Abstract

In resource-poor settings, like northern Uganda, a shortage of trained medical staff and reduced access to evidence-based education or guidelines often leads to an inconsistent approach to medical practice and prescription, and consequent poor patient outcomes. Within this context the application of clinical practice guidelines developed in high-income countries has variable success. Due to the impractical resource and skill requirements of internationally developed guidelines, clinicians in resource-poor contexts are often left depending on traditional practices that are not evidence-based. In this practice paper, we describe the integrated knowledge translation-informed approach to developing a context-specific synthesis of clinical practice guidelines in a northern Ugandan hospital.
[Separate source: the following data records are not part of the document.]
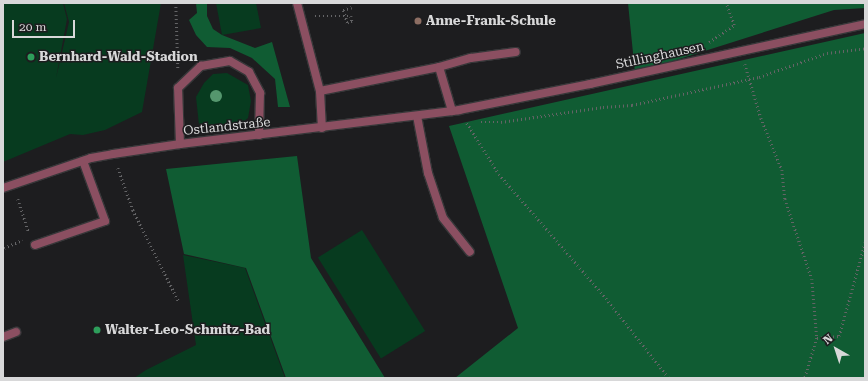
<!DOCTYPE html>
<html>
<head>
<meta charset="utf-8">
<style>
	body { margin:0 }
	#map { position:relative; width:868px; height:381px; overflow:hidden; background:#1d1d1f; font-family:"Roboto Serif",serif }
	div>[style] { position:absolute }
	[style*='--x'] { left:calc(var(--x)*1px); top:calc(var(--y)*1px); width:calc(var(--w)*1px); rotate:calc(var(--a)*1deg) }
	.green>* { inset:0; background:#073b1f; transform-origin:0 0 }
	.forest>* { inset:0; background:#105c33 }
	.path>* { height:2.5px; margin-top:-1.25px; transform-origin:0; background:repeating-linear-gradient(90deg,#646466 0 1px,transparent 0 4px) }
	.roads { filter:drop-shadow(1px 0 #373739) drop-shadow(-1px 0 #373739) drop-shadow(0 1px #373739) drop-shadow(0 -1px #373739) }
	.lane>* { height:8px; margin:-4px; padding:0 4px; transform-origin:4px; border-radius:4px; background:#8b4f61 }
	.street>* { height:8px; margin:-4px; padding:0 4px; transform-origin:4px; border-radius:4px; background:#8b4f61 }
	.path-bridge>* { height:2.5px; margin-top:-1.25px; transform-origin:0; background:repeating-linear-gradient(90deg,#646466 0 1px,transparent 0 4px) }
	.trees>* { width:12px; height:12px; margin:-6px; border-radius:50%; background:#55976e }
	.dots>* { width:11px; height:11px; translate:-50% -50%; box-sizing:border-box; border:2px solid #1d1d1f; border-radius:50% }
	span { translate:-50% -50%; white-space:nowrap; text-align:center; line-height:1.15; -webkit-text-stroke:3px #1d1d1f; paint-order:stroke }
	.poi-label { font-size:13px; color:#d8d8d9; font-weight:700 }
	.left { translate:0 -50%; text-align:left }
	.street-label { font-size:13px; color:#d8d8d9 }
	.frame { position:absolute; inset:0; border:4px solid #d8d8d9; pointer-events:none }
	.north { position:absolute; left:816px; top:329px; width:40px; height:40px; -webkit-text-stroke:3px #1d1d1f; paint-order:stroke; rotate:321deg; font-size:11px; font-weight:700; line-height:16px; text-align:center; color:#d8d8d9 }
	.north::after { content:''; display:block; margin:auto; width:14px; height:18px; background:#d8d8d9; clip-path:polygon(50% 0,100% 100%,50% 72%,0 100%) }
	.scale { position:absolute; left:12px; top:20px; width:63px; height:18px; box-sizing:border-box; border:2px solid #d8d8d9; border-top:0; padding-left:5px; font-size:12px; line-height:14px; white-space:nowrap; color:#d8d8d9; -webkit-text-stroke:3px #1d1d1f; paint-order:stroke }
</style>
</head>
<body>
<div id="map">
	<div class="green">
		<i style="clip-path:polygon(3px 3px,63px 3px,67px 19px,56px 78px,69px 22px,64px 3px,161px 3px,142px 112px,105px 130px,83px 135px,70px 134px,3px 162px)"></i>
		<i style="clip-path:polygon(216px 3px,256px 3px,261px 28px,222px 35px)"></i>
		<i style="clip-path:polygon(227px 73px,248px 85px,251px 101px,248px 118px,241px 124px,199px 125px,196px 97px,204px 83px,213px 74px)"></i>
		<i style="left:362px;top:230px;width:119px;height:52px;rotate:58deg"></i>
		<i style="clip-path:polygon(183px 255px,245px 268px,285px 378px,134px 378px,146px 370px,196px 345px)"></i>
	</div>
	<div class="forest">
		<i style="clip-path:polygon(196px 3px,207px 3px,207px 16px,213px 29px,222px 35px,255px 48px,272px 42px,290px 107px,278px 107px,275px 79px,252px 58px,230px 48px,207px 47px,196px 35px,189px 20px,197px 13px)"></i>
		<i style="clip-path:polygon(628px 3px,865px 3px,865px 8px,834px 10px,635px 73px)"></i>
		<i style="clip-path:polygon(865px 33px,865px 378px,455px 378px,518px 328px,449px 126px)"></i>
		<i style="clip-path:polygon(297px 156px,311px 258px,385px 378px,286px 378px,246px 268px,184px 254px,166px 169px)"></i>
	</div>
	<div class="path">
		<i style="--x:176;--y:3;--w:65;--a:88.2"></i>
		<i style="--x:315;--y:16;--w:36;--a:0"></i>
		<i style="--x:709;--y:42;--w:30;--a:-34"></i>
		<i style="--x:734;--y:25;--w:23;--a:-110"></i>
		<i style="--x:745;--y:64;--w:56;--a:73.5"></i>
		<i style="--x:761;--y:118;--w:56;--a:68"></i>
		<i style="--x:782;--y:170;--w:29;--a:84"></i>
		<i style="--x:785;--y:199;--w:84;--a:71.4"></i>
		<i style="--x:812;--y:279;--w:59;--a:85.2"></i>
		<i style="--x:817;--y:338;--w:42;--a:106.7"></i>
		<i style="--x:481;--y:122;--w:20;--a:0"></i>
		<i style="--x:501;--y:122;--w:103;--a:-8.4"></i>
		<i style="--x:603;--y:107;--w:29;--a:-4"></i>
		<i style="--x:632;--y:105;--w:130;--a:-12.4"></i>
		<i style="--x:759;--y:77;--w:72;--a:-19.4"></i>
		<i style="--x:827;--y:53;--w:38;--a:-7"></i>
		<i style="--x:467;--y:123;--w:60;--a:57.9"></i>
		<i style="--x:499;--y:174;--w:156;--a:49.2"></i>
		<i style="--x:601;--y:292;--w:110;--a:51.7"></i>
		<i style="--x:118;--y:168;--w:45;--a:70.3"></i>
		<i style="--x:133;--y:210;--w:103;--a:63.4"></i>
		<i style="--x:18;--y:199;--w:35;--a:72"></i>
		<i style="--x:4;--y:248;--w:20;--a:-24"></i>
		<i style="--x:817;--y:338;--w:22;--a:-5"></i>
		<i style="--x:839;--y:336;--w:98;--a:-74.5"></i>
	</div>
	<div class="roads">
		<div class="lane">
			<i style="--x:297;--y:3;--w:91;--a:75.4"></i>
			<i style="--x:320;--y:91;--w:121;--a:-11.4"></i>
			<i style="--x:439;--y:67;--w:46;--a:73.5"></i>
			<i style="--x:439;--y:67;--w:33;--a:-16"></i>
			<i style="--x:471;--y:58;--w:45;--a:-7.6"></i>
			<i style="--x:320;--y:91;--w:37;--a:87"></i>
			<i style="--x:417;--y:116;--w:58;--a:79.1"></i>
			<i style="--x:428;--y:173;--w:47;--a:71.6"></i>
			<i style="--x:443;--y:218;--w:43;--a:51.5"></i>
			<i style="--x:180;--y:144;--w:56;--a:-92"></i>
			<i style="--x:178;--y:88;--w:32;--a:-44"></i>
			<i style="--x:201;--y:66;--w:29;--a:-10"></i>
			<i style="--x:230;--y:61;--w:22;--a:30"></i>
			<i style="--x:249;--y:72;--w:24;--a:62"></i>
			<i style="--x:260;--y:93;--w:42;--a:91.4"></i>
			<i style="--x:35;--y:245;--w:74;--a:-18.9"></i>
			<i style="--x:105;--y:221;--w:64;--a:-110.1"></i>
			<i style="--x:3;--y:337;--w:14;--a:-21"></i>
		</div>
		<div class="street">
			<i style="--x:3;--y:188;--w:93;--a:-18.8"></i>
			<i style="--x:91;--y:158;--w:22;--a:-10"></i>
			<i style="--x:113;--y:154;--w:68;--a:-8.5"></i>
			<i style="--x:180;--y:144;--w:281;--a:-6.9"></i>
			<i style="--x:459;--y:110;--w:134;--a:-11.2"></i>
			<i style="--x:590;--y:84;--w:281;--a:-12.3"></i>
		</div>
	</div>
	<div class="path-bridge">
		<i style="--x:351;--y:16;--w:5;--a:79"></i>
		<i style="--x:352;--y:21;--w:5;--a:158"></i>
		<i style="--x:347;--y:23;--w:14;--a:-107"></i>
		<i style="--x:343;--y:10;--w:9;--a:-18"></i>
	</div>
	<div class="trees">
		<i style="left:216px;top:96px"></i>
	</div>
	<div class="dots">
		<i style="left:418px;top:21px;background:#8d6e63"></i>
		<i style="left:31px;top:57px;background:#2e9e5b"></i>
		<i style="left:97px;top:330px;background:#2e9e5b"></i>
	</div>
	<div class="poi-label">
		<span class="left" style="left:426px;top:21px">Anne-Frank-Schule</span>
		<span class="left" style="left:39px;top:57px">Bernhard-Wald-Stadion</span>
		<span class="left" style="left:105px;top:330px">Walter-Leo-Schmitz-Bad</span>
	</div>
	<div class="street-label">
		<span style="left:660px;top:56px;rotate:-12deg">Stillinghausen</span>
		<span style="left:227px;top:127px;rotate:-6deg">Ostlandstraße</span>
	</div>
	<div class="frame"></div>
	<div class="north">N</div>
	<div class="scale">20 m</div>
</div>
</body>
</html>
Using the Knowledge Creation element of the Knowledge to Action cycle as a guide, and strategies from the Expert Recommendations for Implementing Change framework, we identified the most common conditions relevant to our health context and summarised the current best-practice guidelines for each. These recommendations were then further distilled through the context funnel of (1) health system resources, (2) clinician resources, (3) cultural implications, and (4) patient resources. This has resulted in a synthesis of clinical practice guidelines that are relevant to our context in terms of need and available resources and easy for clinicians to navigate during patient management. We wish to share this experience with clinicians and researchers working in similar resource-limited contexts, and provide a thinking framework for distilling best practice through the context funnel to develop pragmatic recommendations for low-middle income countries.